Pedometers for children are the latest weapon in the War on Obesity. But mere 'activity' is a poor substitute for vigorous and pleasurable sports.

Dan Travis

Topics Politics

New Labour is encouraging our children to get active by giving them a pedometer – a small digital device that clips on to the user’s belt – to count how many steps they take each day. While this may have some success in the short term, the obsession with ‘activity’ is a poor substitute for the kind of vigorous exercise, and pleasurable engagement, that comes with sport.

In November 2005, the then minister for public health, Caroline Flint, launched the government’s Schools on the Move pilot project (1). The aim was to stop our children getting any fatter or, as they say in government circles these days, to meet the public service agreement target to ‘halt by the year 2010 the year-on-year increase of obesity among children under eleven’. The idea was to increase the amount of activity nine- to 14-year-olds partake in. In the pilot scheme, children in 50 schools were issued with pedometers; it was deemed to be a success a year later when 43 of the pilot schools said they would like to participate in an extended version of the programme. In September 2007, Schools on the Move will be extended to include 45,000 children in 250 schools. The recipients are all from what are deemed ‘deprived’ areas.

As a sports coach for the past 15 years, I have seen policies come and go (mostly go). I first encountered this latest initiative in July, when the children who were taking part in my tennis camp started turning up with pedometers, claiming that tennis was good because it made them do x number of steps per session. Two things instantly struck me about the government’s pedometer policy: it is utterly pointless, and it reveals a depressing lack of ambition.

Since the 1980s, in the UK children’s sport has been emptied of its competitive content. What was once sport is now often just ‘exercise’ or ‘activity’. One of the main reasons for this is that sport and health have become ever more closely tied together; culturally they are now seen as being almost interchangeable. Consider who initiated the pedometer scheme: the Department of Health, the Department for Education and Skills, the Youth Sport Trust Project and the British Heart Foundation’s Centre for Physical Activity. These days, you would be very hard pressed to find a sports policy in the UK that is not backed by some health organisation.

When sport is reduced to the formal aspects of activity and exercise alone, it is degraded and hollowed out. As an activity, pedometer-use is one step removed from even this form of downgraded activity. Pedometers are mere measuring tools.

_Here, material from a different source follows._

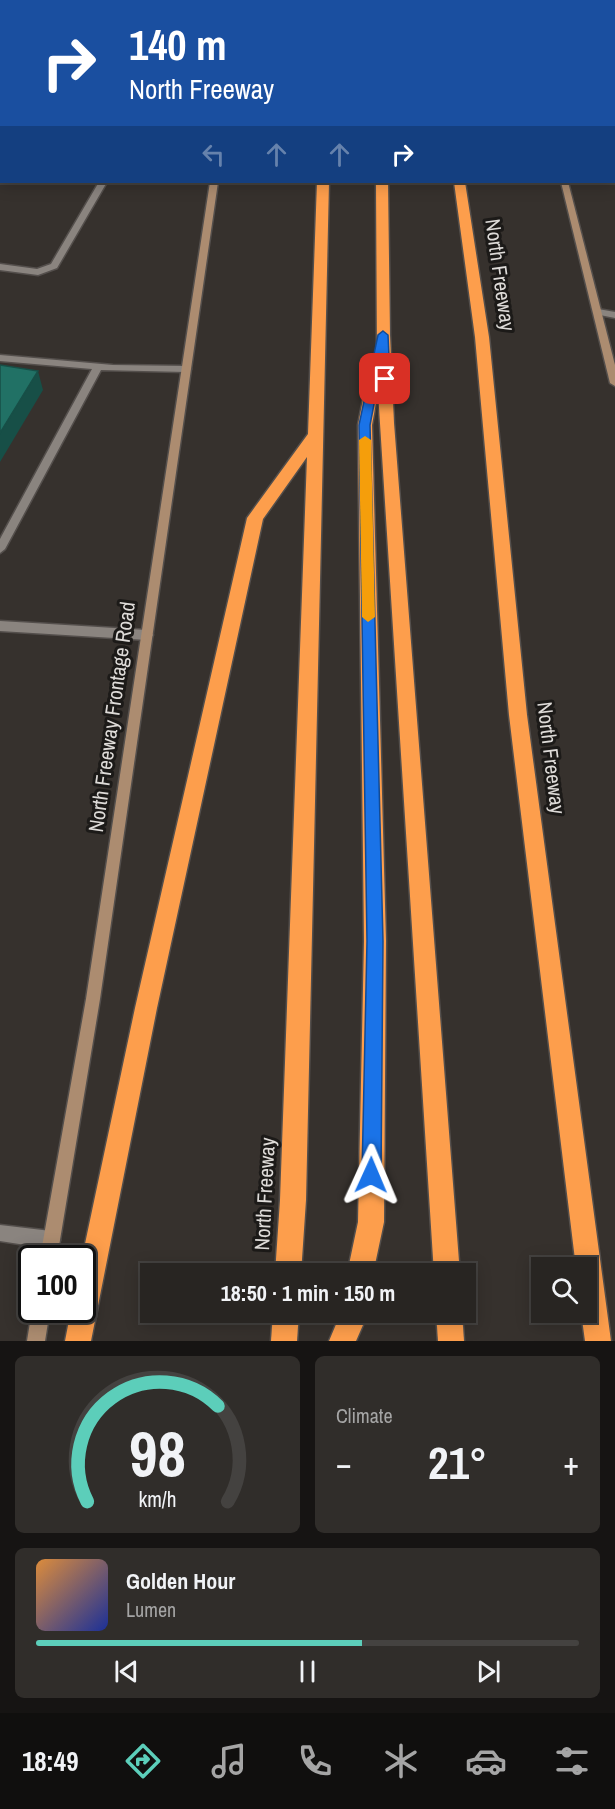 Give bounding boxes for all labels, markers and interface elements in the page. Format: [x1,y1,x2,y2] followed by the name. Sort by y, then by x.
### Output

There is very little evidence that pedometers are of any use in increasing the amount of physical activity that children take, let alone that they are becoming fitter or more healthy as a result of pedometer-use. In assessing the pilot scheme, the government’s evidence seemed little more than anecdotal.

Announcing the extended scheme in July this year, public health minister Dawn Primarolo said: ‘Pedometers have been proven to increase the amount of physical activity undertaken by not only young people but by their families as well. When this scheme was piloted, we found that children were so keen to improve their step count they often persuaded their families to get more active by going for things like a country walk, or visiting local fitness clubs.’ (2) This demonstrates a further flaw in the policymakers’ approach to sport and health: they prefer quantity over quality.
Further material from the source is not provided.